My conversation with James Pethokoukis from the American Enterprise Institute.
1. Russia is a nation with vast natural resources, a well-educated population, and a deep scientific base. Yet on a per person basis, Russia is only the 67th richest nation in the world. Why?
The problem with Russia is what I called her “circular economic history”. To get rich, nations need internal and external peace, not chaos. One might remember Adam Smith’s famous statement that “peace, easy taxes and tolerable administration of justice” are sufficient for countries to transit from very low to very high income. Russia has not had that experience for a whole century. The period of fast economic growth after the elimination of serfdom in 1861 –that is, before the end of slavery in the United States—ended with the World War I and then with the Bolshevik revolution and the Civil War. Another acceleration of growth in the 1930s through Stalinist industrialization was stopped by World War II. The growth rebound of the 1950s-60s slowed down under Brezhnev—but at least there was no decline then. The decline came with the dissolution of the Soviet Union and the transition to capitalism. Russian GDP decreased by more than 40% (more than the American GDP declined during the Great Depression). In the final episode of the “growth-to-war-and-back” dynamic, the relatively good performance of Putin’s Russia up to about 2012, has now definitely ended with the war.
One can discuss other, perhaps more fundamental, reasons for the lack of technological advance of Russia, but I wanted to highlight a very simple fact which is often overlooked: to become developed and rich, countries need stability and constant growth over long periods of time. For every reasonable person (but Russia’s president), this simply translated into the fact that Russia needed at least fifty years of peace, stability and tolerable administration of justice to reach advanced countries. It never got that chance.
2. How long will Western sanctions on Russia continue, and what will be the long-term effect on the political economy of Russia?
I think that the sanctions will continue for several decades because the problems opened up by Russia’s invasion of Ukraine are exceptionally difficult to solve politically. They are as difficult, if not more so, as the Middle Eastern problem (Israel-Palestine), or the Cypriot problem (Northern Cyprus) or that between India and Pakistan (Kashmir). None of these problems has been solved in the past 50-70 years. So neither will the Russia-Ukraine problem be solved, which in turn means that Western sanctions, and especially American sanctions, will remain in force.

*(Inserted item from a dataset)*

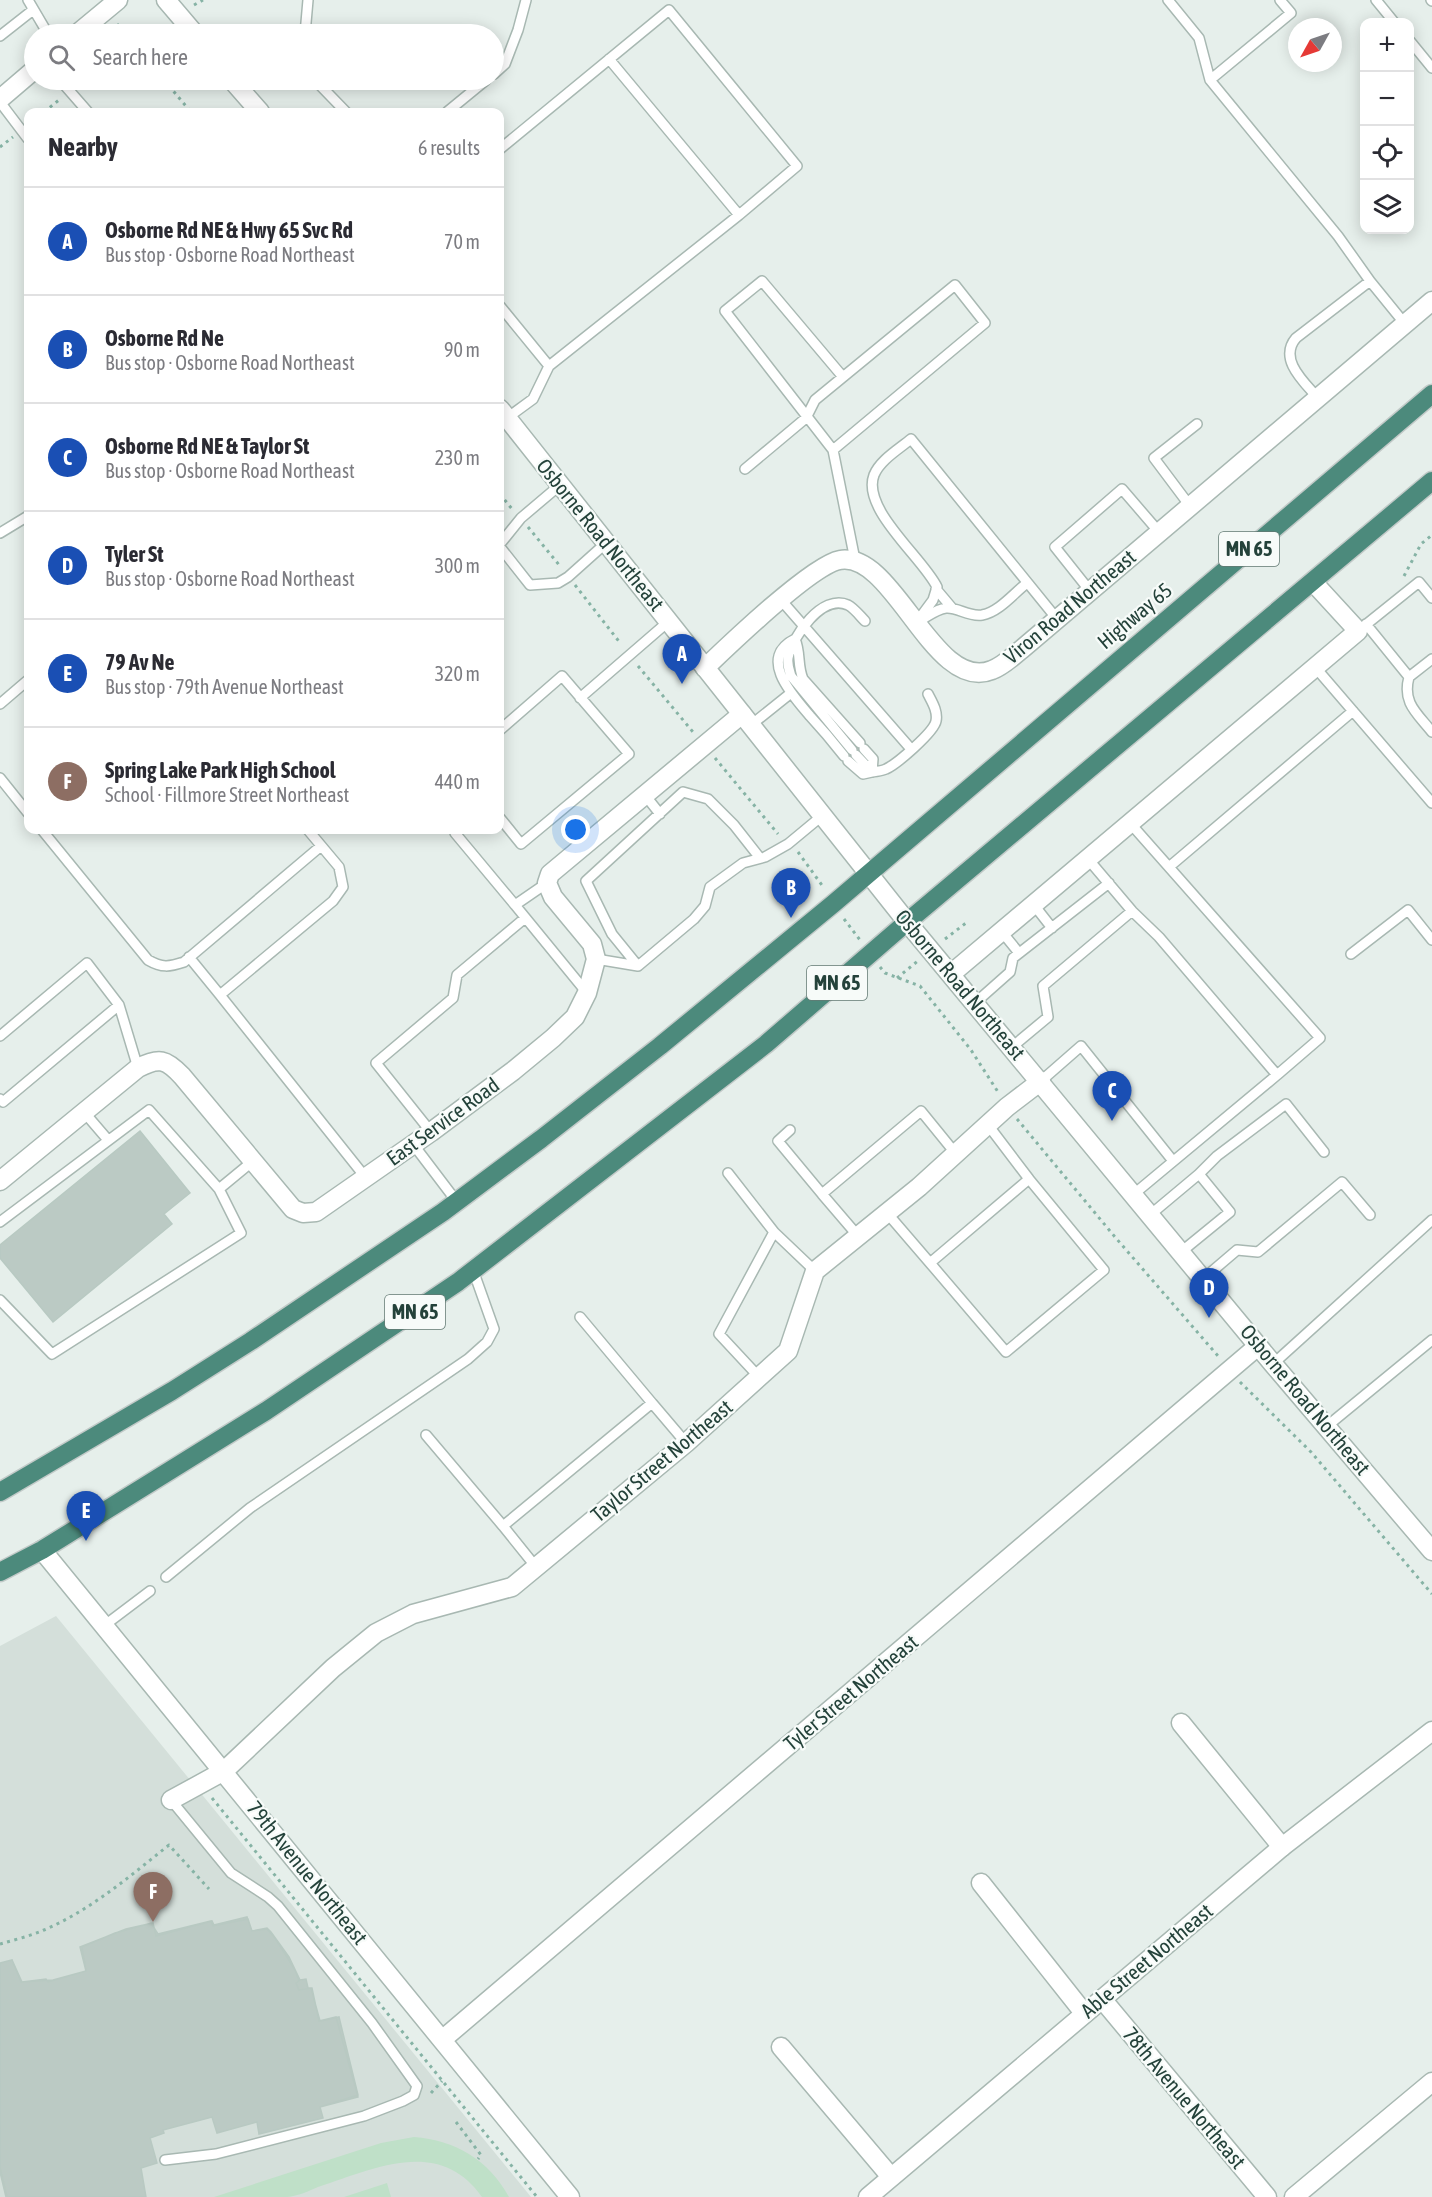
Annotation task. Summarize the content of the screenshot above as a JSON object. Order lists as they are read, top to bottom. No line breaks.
{"streets":{"highway":["MN 65","Highway 65"],"street":["Osborne Road Northeast","Viron Road Northeast","East Service Road","Taylor Street Northeast","Tyler Street Northeast","79th Avenue Northeast","Able Street Northeast","78th Avenue Northeast"]},"crossings":[["Osborne Road Northeast","MN 65"],["Osborne Road Northeast","Highway 65"],["Osborne Road Northeast","Tyler Street Northeast"],["MN 65","Highway 65"],["MN 65","79th Avenue Northeast"],["Taylor Street Northeast","79th Avenue Northeast"],["Tyler Street Northeast","79th Avenue Northeast"],["Able Street Northeast","78th Avenue Northeast"]],"north":"bottom left","page":{"map_buttons":["+","−"],"search":"Search here","heading":["Nearby","6 results"],"list":[{"mark":"A","name":"Osborne Rd NE & Hwy 65 Svc Rd","note":"Bus stop · Osborne Road Northeast","value":"70 m"},{"mark":"B","name":"Osborne Rd Ne","note":"Bus stop · Osborne Road Northeast","value":"90 m"},{"mark":"C","name":"Osborne Rd NE & Taylor St","note":"Bus stop · Osborne Road Northeast","value":"230 m"},{"mark":"D","name":"Tyler St","note":"Bus stop · Osborne Road Northeast","value":"300 m"},{"mark":"E","name":"79 Av Ne","note":"Bus stop · 79th Avenue Northeast","value":"320 m"},{"mark":"F","name":"Spring Lake Park High School","note":"School · Fillmore Street Northeast","value":"440 m"}],"pins":["A","B","C","D","E","F"]}}
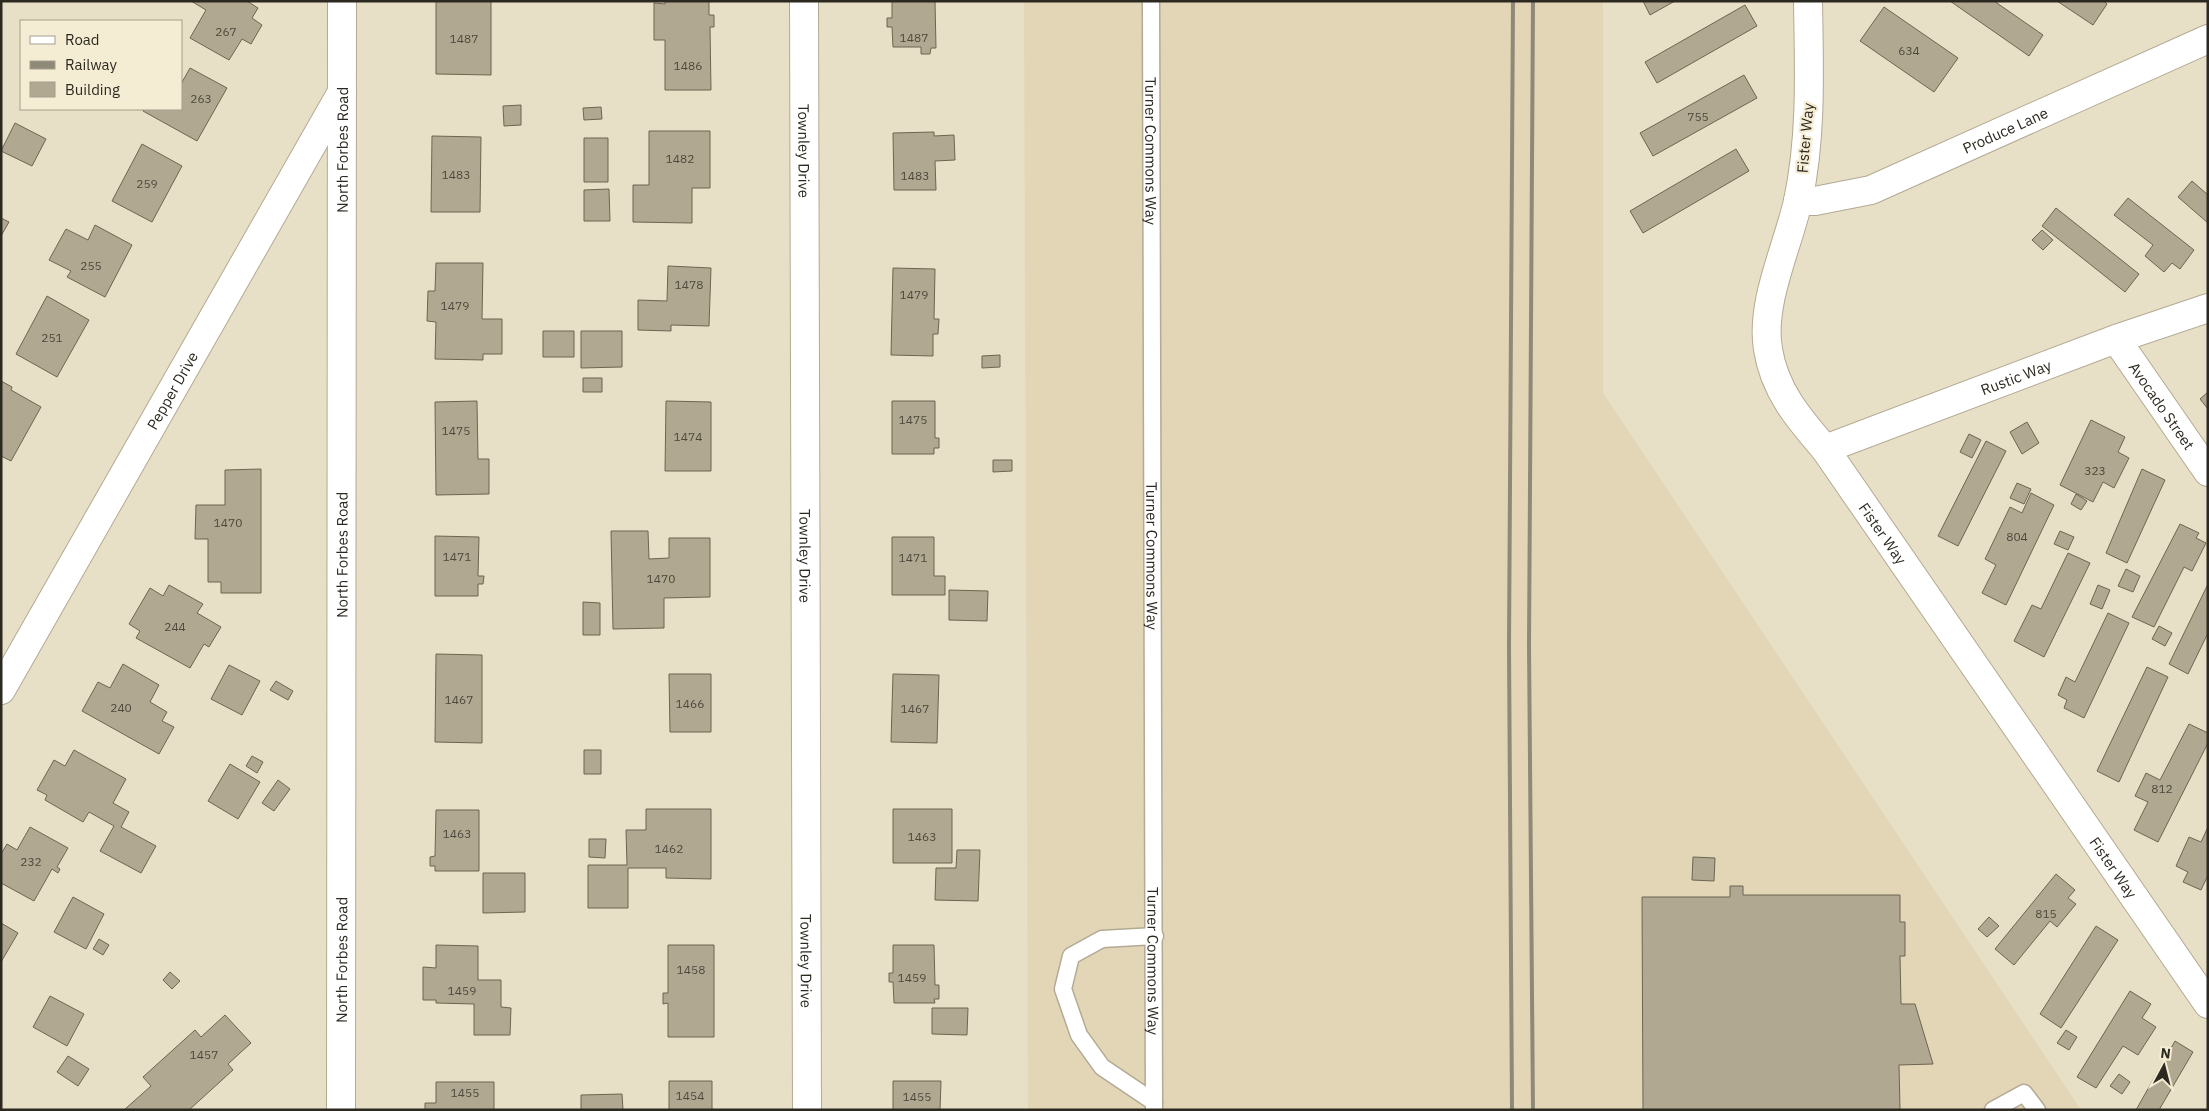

The sanctions will have a devastating impact on Russia’s economy. That impact is of the medium- to long-term nature. It is meaningless to focus on daily or weekly gyrations in the interest or exchange rate, as many people do.
Russia will need to proceed to import substitutions under the unique circumstances where import of foreign-made machinery that is normally needed to launch import substitution is impossible. Russia will thus have to proceed to what I called “regressive import substitution”, that is to replace today’s Western-produced goods, starting from combine-harvester and cars and airplanes to chips and Novocain (for dental surgeries) with inferior old-fashioned domestic substitutes. In other words, the policy will be, willy-nilly, to go backwards in terms of technological developments and/or to try to reinvent everything anew by own forces. Nobody in history has even been forced to do so.
It is in that respect that the “regressive” import substitution is fundamentally different from Stalin’s import substitution that was, in the technical part, based on Western, that is, on advanced technology of that time.
The idea that China will somehow help Russia in not having to go backward is partially true. But China will be very careful not to fall under the secondary US sanctions. In addition, China cannot replace the West in all technological fields. China herself depends in many areas on cooperation with the West.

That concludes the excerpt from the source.